Aburrido hasta la extenuación de ambiente navideño. Hay que desear felicidad por decreto. Si no sonríes y deseas lo mejor, eres un bicho raro. Abrumado por los trajes de Camps, que ya está bien. Aburrido de que el TS vea indicios de que hubo entregas de dinero al exministro Blanco por trato de favor. Cansado de Undargarín y del instituto Nóos. Preocupado por la recesión y el paro. Las tardes pesan como una losa porque no hay fútbol.
De pronto, encuentro algo que me alegra el ojo. Lo leo en Le Monde.

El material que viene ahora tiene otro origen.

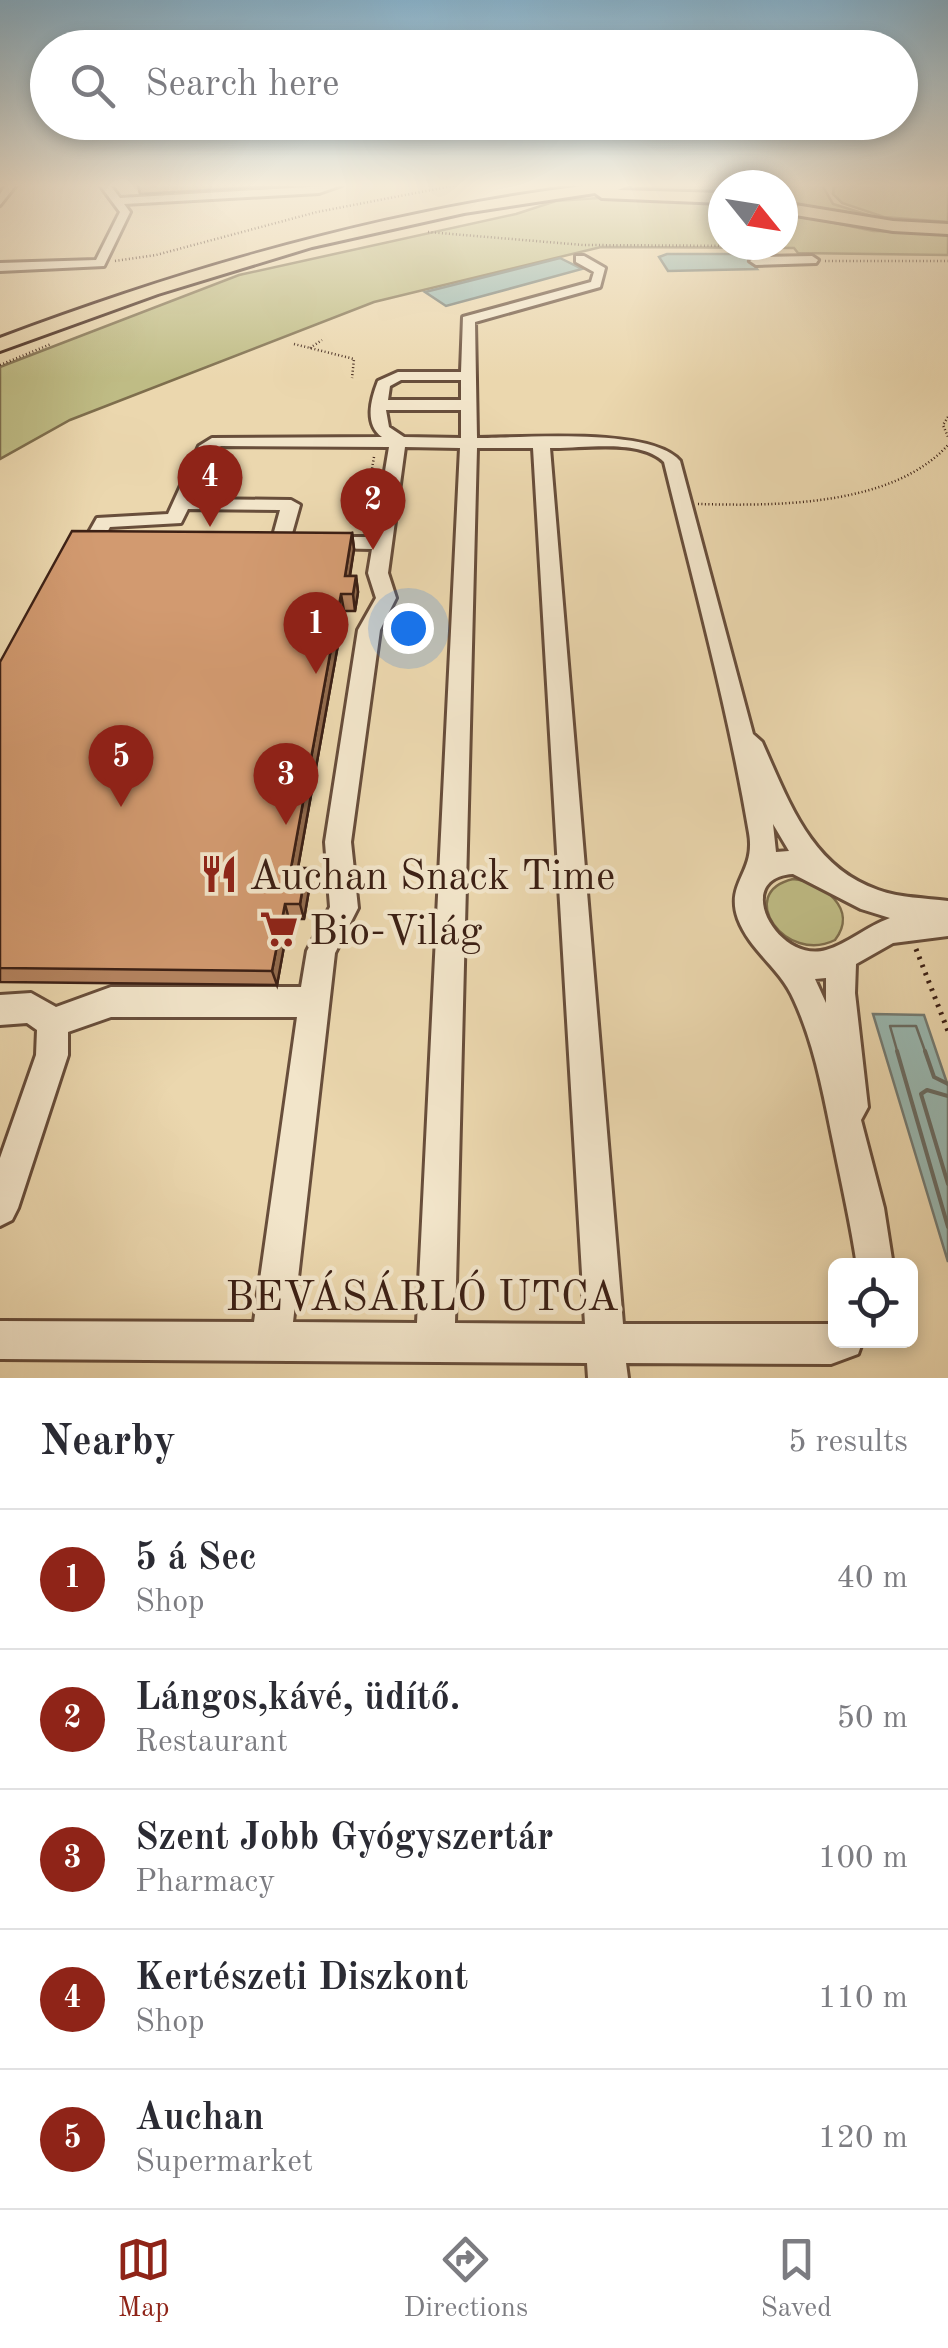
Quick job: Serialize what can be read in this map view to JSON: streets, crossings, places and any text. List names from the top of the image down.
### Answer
{
  "streets": {
    "street": ["BEVÁSÁRLÓ UTCA"]
  },
  "places": {
    "restaurant": ["Auchan Snack Time"],
    "supermarket": ["Bio-Világ"]
  },
  "north": "bottom right",
  "page": {
    "search": "Search here",
    "pins": [
      "4",
      "2",
      "1",
      "5",
      "3"
    ],
    "heading": ["Nearby", "5 results"],
    "list": [
      {
        "mark": "1",
        "name": "5 á Sec",
        "note": "Shop",
        "value": "40 m"
      },
      {
        "mark": "2",
        "name": "Lángos,kávé, üdítő.",
        "note": "Restaurant",
        "value": "50 m"
      },
      {
        "mark": "3",
        "name": "Szent Jobb Gyógyszertár",
        "note": "Pharmacy",
        "value": "100 m"
      },
      {
        "mark": "4",
        "name": "Kertészeti Diszkont",
        "note": "Shop",
        "value": "110 m"
      },
      {
        "mark": "5",
        "name": "Auchan",
        "note": "Supermarket",
        "value": "120 m"
      }
    ],
    "nav": ["Map", "Directions", "Saved"]
  }
}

En España ha aparecido la peseta. En Salvaterra de Miño. Un pueblo a pocos kilómetros de Vigo. Algunos comerciantes aceptan la peseta como pago por los productos que venden. La peseta. La humilde, querida, olvidada, resguardada peseta. La que permitía a mi madre comprarme zapatillas en verano y jerseys en invierno. La rubia. Una ola de nostalgia monetaria me invade. Me retrotrae a momentos heroicos. A mi primer sueldo. Dos mil ciento venticinco pesetas con setenta y tres céntimos.
Me incluyo en el 75% de españoles que opinan que se vivía mejor con la peseta. El euro nos ha hecho polvo el bolsillo.